Okay, so on your first question Charles, the timing roughly is about 15% this year, 50% in 2013 and 35% in 2014. So that’s our estimate of how that capital will be spread; I’ll ask [John] to comment on.

Unidentified Company Representative

The current one that’s running that’s buying merchant methanol is 100% supplied by China. The [Skyford] one I think you are referring to, their plan is to have 60% internal from China and 40% based on imported methanol. They’re building 200,000 tons of storage on the coast to be able to import methanol.

Charles Neivert - Dahlman Rose

And that particular one is the one you’re anticipating with needs of about 2 million in tons total; is that the one – I got that right, or is that the one that’s running right now?

Bruce Aitken

No, that’s right. It’s the one that’s under construction and that's being built as they do in stages. So I wouldn’t think all of it would start up at the end of the year. You will probably see it staged in and go for months.

Operator

Thank you. There are no further questions registered at this time. I would like to turn the meeting over to Mr. Aitken.

Bruce Aitken

Okay, we are right on the hour or so it’s about to (inaudible) in the air. So thanks everyone for participating in the call with your questions. This continues to be a really exciting time for Methanex. We have just started our second plant in New Zealand and really pleased to have that site coming back into production. We expect to have some more good news in the coming months with our final decision to run the Louisiana project another nice hurdle to get over and I have got great confidence in the ability of our team to deliver a first class project in that location.
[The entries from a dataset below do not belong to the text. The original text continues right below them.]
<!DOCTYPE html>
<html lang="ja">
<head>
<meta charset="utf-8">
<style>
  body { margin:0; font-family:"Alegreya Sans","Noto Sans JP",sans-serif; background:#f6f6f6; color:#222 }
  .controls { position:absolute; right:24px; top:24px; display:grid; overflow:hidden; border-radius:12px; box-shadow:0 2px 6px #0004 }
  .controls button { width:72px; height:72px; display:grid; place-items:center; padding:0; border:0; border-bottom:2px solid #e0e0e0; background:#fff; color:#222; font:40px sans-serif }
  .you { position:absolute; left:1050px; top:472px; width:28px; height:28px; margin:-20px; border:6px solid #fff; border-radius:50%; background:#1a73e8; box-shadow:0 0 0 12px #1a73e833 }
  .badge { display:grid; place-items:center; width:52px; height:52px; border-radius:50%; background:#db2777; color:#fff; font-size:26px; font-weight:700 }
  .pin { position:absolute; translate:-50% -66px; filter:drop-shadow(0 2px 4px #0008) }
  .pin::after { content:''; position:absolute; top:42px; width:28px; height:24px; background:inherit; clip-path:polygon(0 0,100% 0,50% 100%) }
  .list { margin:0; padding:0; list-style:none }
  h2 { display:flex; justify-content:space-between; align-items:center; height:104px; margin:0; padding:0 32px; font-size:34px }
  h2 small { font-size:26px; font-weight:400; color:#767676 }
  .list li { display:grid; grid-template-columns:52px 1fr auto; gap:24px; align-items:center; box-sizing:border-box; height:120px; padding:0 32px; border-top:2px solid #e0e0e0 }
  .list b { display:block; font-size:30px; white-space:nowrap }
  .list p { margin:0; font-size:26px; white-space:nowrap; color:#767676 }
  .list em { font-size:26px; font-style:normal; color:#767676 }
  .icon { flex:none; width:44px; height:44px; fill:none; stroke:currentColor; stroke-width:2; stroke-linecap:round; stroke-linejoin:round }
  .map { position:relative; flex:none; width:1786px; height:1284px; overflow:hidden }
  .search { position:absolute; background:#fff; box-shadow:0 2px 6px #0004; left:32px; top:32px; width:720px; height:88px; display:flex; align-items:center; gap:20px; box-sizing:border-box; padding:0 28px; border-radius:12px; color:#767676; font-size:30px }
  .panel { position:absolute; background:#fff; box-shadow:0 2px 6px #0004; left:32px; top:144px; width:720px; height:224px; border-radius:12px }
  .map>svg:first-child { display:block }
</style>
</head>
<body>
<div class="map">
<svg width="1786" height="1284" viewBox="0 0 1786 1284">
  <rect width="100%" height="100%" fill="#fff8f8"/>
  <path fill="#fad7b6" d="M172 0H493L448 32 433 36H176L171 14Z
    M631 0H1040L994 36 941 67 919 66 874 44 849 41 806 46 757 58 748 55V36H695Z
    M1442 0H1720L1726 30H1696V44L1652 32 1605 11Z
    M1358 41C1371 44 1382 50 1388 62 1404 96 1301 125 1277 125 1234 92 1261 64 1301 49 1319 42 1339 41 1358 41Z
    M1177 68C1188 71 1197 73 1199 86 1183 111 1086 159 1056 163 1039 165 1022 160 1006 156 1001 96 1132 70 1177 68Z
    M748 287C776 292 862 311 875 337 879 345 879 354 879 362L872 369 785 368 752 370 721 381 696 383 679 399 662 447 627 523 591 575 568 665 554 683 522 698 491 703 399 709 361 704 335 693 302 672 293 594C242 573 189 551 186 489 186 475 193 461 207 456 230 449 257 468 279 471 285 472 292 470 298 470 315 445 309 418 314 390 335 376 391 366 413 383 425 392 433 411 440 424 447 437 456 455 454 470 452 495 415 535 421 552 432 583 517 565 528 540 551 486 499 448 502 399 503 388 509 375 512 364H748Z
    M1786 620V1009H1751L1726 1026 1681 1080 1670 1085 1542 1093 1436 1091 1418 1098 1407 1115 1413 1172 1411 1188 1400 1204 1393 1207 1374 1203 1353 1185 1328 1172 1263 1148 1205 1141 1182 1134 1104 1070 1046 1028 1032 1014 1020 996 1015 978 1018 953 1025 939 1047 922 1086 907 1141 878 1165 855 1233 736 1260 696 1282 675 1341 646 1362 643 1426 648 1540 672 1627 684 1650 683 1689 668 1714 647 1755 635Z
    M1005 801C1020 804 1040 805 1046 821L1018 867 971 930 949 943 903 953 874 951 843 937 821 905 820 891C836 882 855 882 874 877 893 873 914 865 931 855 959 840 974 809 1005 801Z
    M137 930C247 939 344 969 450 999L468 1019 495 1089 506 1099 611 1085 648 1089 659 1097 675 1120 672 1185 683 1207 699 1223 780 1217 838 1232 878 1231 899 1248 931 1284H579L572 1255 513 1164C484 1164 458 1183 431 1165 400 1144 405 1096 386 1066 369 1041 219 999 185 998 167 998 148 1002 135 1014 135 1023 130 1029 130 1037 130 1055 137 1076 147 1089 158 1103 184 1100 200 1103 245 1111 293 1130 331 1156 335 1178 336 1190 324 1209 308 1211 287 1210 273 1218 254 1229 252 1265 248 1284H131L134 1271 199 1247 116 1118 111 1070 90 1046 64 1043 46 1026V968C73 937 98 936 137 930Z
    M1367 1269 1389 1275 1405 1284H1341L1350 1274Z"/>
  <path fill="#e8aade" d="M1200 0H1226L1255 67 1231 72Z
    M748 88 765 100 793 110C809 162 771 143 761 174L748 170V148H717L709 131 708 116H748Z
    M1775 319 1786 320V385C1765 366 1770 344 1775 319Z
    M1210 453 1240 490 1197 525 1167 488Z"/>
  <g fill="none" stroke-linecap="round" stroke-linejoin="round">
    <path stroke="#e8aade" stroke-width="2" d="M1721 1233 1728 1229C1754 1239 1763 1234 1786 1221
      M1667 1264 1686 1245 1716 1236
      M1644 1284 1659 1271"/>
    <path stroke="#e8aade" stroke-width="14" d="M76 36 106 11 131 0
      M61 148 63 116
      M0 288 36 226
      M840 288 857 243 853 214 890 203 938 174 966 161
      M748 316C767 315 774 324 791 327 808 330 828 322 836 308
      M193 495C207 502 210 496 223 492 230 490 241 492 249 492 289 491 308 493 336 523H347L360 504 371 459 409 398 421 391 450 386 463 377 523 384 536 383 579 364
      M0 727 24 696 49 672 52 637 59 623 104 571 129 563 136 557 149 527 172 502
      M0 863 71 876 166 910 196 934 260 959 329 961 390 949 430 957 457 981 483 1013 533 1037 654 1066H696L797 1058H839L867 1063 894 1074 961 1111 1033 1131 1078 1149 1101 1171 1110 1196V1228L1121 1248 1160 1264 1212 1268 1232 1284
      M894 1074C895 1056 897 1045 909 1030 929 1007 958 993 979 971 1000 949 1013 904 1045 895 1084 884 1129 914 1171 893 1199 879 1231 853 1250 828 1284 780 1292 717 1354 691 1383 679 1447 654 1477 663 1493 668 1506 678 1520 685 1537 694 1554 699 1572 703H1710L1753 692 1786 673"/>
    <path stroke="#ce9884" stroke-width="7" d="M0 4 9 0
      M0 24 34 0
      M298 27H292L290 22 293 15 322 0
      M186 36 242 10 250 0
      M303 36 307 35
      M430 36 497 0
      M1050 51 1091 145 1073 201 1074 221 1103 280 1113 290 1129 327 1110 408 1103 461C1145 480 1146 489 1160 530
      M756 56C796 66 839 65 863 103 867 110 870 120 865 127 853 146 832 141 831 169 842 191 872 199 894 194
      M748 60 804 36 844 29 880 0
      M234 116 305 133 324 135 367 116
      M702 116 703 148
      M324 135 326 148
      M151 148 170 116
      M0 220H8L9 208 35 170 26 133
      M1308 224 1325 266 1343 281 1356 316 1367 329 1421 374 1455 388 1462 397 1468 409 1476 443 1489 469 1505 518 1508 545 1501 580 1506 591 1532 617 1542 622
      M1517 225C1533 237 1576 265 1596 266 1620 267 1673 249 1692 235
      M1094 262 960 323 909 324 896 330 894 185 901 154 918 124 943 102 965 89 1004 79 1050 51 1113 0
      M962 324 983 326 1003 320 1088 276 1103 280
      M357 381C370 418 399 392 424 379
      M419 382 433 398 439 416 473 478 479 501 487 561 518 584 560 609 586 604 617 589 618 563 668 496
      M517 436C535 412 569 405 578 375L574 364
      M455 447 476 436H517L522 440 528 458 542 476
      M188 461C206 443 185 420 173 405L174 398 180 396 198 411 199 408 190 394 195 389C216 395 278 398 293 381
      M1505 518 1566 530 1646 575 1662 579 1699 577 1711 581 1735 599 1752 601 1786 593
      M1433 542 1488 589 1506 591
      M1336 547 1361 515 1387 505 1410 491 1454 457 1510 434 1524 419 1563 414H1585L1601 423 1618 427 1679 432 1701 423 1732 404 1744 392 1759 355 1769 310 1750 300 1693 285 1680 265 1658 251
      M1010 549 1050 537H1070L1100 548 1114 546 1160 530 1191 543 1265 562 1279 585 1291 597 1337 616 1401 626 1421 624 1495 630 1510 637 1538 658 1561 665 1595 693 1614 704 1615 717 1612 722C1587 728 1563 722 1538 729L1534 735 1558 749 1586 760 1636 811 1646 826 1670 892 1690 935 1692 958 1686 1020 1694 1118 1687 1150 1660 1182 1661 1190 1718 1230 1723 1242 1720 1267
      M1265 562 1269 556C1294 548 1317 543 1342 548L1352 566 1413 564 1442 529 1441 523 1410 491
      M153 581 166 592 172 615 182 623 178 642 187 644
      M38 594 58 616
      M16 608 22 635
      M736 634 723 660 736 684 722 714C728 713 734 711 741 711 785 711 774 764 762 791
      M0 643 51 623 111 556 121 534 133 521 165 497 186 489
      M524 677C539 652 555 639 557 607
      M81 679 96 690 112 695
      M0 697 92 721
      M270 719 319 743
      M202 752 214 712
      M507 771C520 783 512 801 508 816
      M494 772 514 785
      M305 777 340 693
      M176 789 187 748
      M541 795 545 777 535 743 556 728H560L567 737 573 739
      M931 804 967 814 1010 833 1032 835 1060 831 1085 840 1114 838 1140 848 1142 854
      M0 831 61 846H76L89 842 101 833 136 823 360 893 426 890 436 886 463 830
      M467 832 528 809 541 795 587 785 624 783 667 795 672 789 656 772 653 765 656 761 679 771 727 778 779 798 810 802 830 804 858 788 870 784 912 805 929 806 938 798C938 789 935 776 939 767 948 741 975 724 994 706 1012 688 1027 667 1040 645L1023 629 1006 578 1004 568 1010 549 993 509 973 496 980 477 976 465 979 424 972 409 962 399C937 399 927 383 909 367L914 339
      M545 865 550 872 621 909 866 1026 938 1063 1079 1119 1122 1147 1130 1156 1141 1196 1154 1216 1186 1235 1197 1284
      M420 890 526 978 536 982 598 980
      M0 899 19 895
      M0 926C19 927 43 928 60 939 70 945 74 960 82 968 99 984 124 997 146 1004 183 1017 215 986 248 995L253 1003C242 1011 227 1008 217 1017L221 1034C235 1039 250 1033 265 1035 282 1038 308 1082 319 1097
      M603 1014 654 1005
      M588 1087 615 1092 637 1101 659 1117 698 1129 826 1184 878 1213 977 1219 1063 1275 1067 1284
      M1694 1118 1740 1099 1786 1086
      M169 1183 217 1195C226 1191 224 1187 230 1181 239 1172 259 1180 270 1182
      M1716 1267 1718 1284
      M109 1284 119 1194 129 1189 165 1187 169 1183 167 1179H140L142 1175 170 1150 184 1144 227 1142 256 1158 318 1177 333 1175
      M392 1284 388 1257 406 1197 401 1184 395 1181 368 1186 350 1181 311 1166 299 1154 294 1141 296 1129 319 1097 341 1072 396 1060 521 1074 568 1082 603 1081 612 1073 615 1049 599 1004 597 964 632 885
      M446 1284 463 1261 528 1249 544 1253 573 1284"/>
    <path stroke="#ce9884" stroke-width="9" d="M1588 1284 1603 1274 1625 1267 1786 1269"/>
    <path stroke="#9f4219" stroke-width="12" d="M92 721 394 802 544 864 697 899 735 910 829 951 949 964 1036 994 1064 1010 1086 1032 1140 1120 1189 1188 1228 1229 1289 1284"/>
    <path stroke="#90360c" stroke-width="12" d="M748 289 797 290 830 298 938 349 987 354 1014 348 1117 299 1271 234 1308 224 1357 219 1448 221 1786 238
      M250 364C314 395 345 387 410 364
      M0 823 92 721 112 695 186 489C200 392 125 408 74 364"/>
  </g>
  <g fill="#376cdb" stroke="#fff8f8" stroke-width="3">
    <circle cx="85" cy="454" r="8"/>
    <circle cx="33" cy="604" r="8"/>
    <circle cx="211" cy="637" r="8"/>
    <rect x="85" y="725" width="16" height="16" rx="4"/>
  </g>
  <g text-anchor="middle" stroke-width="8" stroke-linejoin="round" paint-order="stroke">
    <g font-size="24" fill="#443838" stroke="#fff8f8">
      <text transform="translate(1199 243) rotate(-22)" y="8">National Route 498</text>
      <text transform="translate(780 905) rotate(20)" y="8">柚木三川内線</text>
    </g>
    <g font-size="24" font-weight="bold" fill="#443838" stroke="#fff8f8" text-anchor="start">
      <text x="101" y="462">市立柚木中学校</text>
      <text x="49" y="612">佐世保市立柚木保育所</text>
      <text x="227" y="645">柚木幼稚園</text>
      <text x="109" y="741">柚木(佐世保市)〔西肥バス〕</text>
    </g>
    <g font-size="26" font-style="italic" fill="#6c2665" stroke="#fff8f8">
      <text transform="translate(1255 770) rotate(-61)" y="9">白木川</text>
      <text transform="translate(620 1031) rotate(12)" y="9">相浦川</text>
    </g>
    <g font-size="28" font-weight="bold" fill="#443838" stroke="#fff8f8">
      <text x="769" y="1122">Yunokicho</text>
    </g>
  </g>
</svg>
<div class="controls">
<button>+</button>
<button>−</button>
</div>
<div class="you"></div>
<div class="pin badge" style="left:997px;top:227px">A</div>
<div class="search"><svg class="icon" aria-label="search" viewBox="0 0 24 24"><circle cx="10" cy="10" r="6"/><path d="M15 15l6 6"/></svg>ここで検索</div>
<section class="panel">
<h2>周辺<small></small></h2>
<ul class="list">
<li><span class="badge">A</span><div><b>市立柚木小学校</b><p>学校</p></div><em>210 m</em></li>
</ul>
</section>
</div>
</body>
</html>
And we are still in this industry, outlook where that looks extremely positive for us where demand is growing and underpinned by the energy applications and supply that is quite constrained. So lot’s of positive for the medium to long-term. We will continue to have some short-term blips and I think we have explained some of those this morning, but I think I continue to be extremely optimistic about the medium to long-term prospect for the company. So thank you for your continuing support and good morning to everyone.

Operator

Thank you, Mr. Aitken. The conference has now ended. Please disconnect your lines at this time and thank you for your participation.